WORK INSTRUCTION:
Look through the listing for the string "limit" and copy out every line that holds it.

DATASET EXCERPTS:
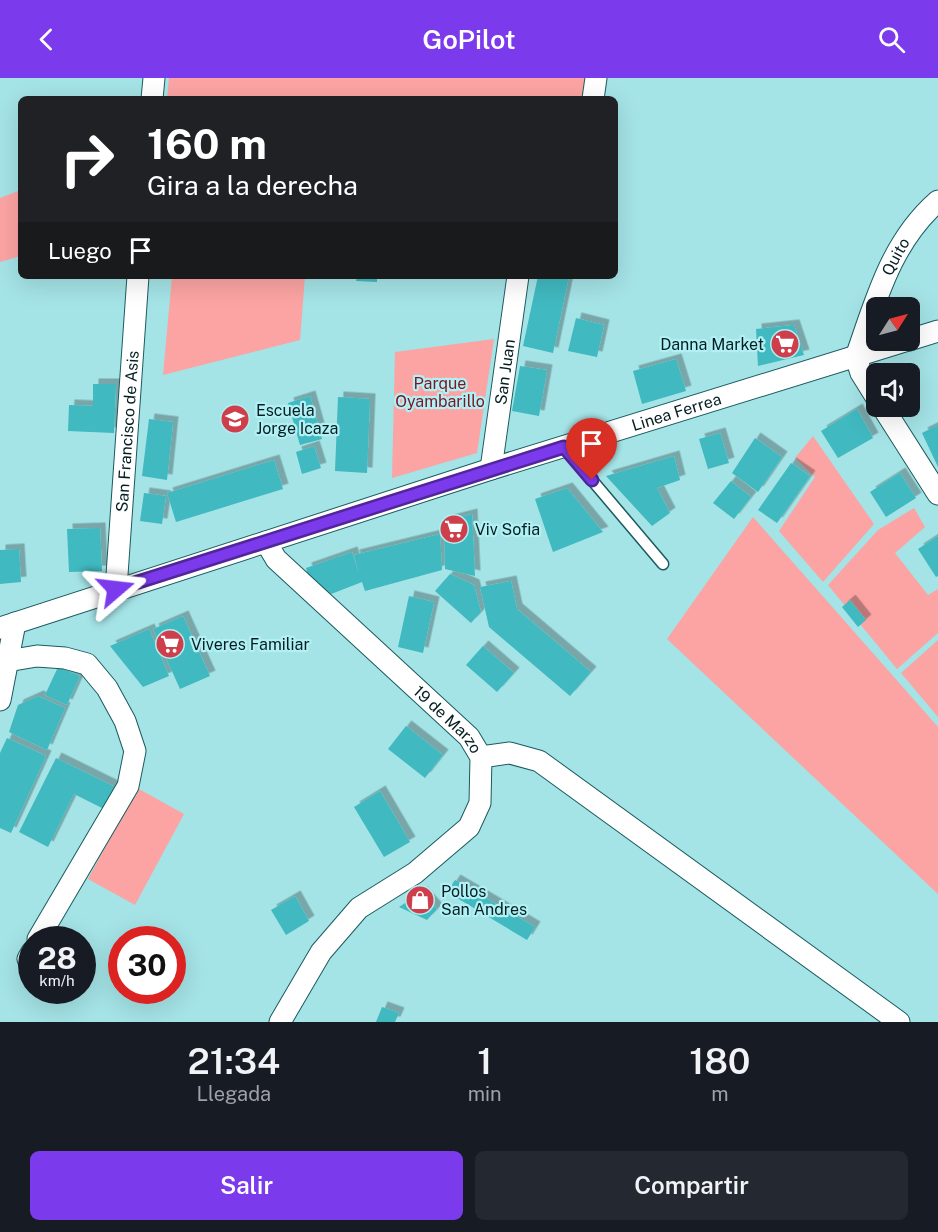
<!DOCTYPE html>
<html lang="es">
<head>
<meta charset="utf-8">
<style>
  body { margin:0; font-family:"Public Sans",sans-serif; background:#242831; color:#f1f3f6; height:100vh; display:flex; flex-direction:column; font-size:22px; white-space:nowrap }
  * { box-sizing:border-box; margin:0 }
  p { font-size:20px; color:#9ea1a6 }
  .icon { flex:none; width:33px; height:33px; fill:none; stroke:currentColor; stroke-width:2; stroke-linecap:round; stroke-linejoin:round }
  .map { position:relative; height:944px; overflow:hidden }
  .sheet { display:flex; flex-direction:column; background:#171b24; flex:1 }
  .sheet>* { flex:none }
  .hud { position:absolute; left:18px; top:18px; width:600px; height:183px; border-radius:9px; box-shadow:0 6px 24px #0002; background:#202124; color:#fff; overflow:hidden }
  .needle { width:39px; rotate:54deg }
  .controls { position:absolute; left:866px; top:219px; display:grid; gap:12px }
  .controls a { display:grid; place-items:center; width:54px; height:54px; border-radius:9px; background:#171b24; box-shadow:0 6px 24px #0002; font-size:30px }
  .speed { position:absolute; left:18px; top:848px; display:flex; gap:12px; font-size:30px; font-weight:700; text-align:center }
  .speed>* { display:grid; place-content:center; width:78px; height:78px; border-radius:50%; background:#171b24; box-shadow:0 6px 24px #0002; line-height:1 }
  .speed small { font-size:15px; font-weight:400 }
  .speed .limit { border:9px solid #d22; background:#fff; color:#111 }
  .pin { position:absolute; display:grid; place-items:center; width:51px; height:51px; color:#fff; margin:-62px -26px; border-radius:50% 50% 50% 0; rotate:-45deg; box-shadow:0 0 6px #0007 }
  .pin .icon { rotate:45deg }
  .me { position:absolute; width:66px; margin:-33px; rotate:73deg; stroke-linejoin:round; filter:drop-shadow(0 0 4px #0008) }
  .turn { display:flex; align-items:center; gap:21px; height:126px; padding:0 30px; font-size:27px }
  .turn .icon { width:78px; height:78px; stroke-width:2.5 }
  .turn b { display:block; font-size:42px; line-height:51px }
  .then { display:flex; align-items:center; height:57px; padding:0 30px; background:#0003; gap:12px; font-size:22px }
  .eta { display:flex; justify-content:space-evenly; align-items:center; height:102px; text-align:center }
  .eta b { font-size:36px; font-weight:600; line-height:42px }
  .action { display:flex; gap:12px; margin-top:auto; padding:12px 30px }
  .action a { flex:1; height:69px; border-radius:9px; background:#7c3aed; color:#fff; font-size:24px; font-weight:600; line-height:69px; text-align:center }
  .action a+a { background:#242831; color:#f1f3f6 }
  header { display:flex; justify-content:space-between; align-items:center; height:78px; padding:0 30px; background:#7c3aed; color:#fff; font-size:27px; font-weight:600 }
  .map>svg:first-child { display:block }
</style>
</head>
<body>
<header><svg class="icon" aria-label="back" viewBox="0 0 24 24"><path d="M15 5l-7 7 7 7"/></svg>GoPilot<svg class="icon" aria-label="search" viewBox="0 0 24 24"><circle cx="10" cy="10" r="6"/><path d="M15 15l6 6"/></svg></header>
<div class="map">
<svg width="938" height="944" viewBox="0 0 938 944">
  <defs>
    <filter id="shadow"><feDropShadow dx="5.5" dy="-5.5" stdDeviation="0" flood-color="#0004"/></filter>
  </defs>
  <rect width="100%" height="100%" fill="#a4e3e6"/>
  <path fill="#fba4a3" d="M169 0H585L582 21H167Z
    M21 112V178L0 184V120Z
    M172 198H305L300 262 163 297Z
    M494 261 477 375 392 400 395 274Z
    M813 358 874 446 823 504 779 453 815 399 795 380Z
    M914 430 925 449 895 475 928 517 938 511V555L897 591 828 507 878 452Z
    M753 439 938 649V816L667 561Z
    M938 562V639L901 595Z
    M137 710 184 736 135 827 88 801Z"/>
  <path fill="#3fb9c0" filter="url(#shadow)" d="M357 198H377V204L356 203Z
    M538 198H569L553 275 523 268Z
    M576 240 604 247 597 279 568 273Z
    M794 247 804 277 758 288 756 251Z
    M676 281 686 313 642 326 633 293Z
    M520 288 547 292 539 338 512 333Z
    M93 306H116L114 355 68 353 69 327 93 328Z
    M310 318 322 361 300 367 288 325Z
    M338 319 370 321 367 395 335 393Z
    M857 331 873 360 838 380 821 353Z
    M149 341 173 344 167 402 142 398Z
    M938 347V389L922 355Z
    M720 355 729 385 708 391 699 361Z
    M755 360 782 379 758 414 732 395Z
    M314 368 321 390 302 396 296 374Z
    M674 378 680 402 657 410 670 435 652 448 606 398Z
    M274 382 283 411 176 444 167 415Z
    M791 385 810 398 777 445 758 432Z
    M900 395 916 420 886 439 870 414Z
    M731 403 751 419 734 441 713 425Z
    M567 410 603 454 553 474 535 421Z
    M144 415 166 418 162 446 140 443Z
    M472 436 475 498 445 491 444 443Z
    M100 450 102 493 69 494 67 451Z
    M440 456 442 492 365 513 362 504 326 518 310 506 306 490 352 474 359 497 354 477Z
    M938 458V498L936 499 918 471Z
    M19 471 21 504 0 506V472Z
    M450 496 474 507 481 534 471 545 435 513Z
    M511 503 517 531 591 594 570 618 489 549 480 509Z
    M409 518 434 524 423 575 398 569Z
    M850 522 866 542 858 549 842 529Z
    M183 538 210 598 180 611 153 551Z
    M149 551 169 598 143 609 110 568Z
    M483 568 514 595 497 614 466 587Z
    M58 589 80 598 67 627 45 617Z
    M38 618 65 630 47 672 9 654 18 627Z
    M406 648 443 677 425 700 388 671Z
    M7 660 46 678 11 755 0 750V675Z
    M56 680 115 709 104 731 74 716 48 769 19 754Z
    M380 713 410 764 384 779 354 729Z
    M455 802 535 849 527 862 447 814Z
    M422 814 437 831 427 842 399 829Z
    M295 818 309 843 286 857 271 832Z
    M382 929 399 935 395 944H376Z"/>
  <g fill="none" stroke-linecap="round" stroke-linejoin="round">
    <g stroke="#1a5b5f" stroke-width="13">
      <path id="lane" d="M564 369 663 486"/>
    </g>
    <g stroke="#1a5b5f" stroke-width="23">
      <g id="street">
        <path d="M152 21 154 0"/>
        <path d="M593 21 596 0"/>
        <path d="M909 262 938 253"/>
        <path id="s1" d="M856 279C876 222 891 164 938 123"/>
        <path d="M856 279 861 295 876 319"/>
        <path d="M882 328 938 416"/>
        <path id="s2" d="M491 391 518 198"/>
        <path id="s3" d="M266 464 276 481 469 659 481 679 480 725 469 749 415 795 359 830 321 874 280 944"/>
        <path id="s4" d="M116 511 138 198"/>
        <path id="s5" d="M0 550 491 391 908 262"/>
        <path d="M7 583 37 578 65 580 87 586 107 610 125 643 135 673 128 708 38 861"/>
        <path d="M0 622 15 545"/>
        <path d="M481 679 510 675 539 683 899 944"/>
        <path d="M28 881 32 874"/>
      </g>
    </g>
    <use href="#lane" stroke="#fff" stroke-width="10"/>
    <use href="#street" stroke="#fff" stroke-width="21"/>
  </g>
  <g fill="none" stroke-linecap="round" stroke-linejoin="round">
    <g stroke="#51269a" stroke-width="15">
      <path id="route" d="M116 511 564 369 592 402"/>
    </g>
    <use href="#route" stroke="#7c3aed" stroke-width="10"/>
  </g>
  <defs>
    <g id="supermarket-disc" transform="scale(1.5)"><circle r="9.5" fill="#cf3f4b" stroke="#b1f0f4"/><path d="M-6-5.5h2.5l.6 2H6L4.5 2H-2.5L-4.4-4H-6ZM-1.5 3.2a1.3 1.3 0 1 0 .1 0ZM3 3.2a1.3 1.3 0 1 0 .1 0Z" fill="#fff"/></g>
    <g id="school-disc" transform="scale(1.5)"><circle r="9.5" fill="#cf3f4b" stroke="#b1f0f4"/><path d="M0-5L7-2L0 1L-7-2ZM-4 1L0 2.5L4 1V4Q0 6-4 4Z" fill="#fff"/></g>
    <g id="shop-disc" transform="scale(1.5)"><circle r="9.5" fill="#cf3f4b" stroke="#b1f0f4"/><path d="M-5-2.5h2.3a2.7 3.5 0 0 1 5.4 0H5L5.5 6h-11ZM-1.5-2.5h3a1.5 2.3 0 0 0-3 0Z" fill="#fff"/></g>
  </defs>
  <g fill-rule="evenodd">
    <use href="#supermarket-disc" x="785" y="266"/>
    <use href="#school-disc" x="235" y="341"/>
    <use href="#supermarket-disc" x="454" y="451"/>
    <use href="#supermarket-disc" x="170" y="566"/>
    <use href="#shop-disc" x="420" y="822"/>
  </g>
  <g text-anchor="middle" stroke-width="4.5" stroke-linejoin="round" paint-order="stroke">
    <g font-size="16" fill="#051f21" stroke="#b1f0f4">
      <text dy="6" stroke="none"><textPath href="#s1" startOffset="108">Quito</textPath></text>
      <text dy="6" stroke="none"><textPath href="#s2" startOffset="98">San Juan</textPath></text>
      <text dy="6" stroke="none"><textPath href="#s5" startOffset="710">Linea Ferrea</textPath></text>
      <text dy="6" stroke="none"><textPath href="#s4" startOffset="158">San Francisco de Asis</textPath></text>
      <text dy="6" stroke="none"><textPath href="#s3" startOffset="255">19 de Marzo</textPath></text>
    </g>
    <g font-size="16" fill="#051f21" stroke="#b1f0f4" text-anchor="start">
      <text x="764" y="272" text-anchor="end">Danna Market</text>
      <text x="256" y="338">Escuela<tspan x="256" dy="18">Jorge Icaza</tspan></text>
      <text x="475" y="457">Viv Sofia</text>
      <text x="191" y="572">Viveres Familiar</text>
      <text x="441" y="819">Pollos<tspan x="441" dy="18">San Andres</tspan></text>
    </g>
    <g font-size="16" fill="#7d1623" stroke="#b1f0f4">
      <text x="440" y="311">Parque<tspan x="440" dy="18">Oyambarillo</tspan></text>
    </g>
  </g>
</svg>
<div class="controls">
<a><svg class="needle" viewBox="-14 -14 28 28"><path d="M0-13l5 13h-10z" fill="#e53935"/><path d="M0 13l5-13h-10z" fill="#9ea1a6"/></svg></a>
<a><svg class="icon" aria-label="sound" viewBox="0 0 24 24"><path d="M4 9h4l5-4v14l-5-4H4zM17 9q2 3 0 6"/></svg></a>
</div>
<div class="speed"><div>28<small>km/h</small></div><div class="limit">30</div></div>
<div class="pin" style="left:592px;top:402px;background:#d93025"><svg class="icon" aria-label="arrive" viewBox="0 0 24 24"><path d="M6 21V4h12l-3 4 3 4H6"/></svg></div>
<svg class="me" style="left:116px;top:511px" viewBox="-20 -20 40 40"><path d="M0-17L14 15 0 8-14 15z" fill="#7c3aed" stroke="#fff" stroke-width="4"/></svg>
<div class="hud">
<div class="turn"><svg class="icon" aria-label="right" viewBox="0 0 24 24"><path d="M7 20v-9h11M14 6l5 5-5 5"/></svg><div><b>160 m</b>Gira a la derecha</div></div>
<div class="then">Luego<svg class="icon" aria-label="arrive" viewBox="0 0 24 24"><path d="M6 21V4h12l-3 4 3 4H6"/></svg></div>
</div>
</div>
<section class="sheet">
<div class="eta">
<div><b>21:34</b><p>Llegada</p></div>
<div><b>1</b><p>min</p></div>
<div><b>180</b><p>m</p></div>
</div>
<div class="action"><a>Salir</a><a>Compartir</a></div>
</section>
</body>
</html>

---

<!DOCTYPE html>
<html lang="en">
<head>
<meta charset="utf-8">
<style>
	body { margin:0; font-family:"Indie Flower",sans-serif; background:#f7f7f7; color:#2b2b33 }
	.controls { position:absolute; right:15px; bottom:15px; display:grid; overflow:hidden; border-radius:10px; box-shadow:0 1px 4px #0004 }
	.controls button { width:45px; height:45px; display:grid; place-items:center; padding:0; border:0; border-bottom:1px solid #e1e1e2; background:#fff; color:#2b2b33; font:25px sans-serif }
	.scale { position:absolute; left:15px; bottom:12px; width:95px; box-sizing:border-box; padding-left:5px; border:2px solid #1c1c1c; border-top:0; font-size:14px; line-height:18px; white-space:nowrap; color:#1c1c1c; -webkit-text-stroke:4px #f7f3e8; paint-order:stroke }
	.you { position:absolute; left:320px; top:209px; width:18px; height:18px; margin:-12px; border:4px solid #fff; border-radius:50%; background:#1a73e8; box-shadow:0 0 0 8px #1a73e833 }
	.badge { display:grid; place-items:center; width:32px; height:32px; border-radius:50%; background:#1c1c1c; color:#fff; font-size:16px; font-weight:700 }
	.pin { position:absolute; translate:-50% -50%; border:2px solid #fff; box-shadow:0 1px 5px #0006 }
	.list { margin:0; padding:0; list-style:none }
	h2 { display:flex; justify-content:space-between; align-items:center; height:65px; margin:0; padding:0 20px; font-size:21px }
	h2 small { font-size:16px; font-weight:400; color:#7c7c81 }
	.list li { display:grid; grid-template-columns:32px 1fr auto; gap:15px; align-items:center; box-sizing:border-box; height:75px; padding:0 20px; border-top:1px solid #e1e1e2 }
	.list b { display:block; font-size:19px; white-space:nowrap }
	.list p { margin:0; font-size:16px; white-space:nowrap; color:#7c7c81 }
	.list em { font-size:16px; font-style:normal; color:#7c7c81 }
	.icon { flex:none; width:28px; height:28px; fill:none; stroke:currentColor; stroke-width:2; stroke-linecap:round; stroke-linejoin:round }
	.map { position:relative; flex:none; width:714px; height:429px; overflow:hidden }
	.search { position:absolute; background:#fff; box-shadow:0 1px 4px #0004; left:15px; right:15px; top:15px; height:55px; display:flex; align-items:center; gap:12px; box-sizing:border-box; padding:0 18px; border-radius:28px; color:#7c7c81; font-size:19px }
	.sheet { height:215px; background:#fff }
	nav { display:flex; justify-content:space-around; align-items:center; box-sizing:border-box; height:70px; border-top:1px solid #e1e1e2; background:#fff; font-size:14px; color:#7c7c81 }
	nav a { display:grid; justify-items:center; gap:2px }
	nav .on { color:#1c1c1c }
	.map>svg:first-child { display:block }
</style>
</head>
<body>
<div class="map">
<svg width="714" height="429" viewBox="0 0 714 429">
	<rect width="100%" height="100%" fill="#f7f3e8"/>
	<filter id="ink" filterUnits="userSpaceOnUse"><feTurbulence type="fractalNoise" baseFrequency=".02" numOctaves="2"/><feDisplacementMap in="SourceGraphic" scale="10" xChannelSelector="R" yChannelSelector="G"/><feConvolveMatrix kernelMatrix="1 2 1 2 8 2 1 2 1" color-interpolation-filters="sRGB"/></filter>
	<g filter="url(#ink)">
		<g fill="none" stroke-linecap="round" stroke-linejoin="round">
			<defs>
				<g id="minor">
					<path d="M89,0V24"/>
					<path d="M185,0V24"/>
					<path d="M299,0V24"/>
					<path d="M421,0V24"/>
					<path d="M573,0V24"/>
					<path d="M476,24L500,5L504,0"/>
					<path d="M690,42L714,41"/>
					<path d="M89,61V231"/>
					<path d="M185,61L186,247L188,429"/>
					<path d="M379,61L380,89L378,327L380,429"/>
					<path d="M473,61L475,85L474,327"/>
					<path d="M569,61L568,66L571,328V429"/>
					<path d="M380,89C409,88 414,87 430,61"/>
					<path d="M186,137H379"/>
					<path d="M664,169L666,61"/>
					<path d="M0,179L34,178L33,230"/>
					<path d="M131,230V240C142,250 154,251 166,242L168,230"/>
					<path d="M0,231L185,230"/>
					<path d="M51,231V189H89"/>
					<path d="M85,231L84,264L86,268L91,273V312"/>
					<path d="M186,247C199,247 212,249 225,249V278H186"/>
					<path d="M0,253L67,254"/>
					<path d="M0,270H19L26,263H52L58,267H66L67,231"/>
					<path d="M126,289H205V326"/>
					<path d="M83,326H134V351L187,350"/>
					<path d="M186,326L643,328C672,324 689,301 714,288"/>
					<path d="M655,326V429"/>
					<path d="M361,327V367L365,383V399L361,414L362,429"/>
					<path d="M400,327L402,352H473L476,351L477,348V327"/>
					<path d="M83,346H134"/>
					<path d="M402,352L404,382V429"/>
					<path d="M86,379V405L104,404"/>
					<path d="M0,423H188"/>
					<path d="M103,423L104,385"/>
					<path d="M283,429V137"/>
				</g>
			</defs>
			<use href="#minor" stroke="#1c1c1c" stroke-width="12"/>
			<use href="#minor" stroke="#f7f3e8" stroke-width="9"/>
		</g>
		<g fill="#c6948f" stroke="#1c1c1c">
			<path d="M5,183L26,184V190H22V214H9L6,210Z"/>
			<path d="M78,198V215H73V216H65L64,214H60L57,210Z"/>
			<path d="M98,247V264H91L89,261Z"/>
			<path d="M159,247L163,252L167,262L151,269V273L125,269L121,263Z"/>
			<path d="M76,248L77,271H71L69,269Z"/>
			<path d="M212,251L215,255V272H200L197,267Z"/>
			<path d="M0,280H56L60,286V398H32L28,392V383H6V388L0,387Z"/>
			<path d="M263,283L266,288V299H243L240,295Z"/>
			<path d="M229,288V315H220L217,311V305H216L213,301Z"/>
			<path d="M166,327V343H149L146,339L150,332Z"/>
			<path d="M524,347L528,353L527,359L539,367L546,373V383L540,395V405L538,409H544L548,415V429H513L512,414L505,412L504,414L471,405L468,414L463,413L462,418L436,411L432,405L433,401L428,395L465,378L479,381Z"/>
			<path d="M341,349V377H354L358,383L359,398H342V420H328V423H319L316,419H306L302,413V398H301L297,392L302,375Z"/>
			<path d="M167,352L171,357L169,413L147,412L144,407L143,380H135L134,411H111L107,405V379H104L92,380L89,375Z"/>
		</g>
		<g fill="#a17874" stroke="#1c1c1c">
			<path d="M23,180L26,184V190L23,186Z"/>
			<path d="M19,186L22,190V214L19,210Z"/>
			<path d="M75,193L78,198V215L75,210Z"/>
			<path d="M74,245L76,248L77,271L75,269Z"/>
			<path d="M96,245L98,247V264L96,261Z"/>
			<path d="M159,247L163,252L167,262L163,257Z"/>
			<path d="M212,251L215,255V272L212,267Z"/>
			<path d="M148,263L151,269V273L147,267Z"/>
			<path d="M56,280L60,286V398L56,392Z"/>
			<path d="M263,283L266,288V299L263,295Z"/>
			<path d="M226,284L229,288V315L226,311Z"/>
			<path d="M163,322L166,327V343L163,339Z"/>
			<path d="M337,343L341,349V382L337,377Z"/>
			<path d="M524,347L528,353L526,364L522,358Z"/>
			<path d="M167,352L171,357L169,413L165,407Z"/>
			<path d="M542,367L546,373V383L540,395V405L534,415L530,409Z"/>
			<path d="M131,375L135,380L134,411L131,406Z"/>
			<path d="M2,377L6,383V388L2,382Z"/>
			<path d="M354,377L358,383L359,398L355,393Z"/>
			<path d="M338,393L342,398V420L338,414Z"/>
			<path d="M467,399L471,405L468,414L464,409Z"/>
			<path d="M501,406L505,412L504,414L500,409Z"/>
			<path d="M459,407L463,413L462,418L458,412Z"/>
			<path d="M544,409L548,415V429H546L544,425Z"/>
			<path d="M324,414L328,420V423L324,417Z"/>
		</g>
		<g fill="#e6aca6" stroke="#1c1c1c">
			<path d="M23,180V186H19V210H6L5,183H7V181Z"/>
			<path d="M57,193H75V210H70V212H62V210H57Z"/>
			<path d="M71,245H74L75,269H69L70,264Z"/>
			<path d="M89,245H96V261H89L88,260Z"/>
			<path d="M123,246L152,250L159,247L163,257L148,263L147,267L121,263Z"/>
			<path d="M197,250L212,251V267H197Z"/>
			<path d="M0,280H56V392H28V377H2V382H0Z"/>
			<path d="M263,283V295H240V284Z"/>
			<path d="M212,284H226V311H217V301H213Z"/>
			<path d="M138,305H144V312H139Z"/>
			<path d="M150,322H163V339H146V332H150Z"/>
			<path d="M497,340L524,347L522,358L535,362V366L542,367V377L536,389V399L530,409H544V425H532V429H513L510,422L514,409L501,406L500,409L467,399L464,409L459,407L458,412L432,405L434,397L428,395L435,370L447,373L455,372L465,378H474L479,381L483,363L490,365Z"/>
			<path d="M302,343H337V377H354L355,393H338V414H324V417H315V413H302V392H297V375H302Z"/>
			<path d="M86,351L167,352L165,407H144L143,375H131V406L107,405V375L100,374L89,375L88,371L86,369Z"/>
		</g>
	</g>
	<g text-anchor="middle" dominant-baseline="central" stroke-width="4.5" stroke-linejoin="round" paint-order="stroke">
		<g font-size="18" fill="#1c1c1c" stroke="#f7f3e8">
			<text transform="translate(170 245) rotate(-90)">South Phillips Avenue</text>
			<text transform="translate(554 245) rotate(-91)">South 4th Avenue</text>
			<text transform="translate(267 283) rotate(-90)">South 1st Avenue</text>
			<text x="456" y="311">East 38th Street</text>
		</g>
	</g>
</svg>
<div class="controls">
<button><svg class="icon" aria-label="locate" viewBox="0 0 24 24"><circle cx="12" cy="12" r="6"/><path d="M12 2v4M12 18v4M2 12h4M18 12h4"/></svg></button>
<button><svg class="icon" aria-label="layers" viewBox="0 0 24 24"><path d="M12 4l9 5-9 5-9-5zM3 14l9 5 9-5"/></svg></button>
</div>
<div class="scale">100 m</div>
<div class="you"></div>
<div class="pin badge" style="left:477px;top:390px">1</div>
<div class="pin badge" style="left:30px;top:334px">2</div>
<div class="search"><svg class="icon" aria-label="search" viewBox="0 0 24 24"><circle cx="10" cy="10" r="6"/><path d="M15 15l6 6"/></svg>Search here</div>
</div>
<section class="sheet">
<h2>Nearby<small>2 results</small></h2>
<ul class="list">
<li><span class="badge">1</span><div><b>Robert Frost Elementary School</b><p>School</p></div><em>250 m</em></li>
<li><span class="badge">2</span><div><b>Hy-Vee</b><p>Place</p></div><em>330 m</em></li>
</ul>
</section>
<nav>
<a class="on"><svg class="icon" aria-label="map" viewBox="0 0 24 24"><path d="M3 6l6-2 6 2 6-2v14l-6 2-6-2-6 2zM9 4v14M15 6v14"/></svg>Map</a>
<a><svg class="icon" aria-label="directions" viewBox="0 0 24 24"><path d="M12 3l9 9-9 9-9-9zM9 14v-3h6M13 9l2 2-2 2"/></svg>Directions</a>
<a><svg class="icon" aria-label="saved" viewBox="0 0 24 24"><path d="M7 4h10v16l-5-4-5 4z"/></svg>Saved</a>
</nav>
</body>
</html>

EXERCISE RESULT:
  .speed .limit { border:9px solid #d22; background:#fff; color:#111 }
<div class="speed"><div>28<small>km/h</small></div><div class="limit">30</div></div>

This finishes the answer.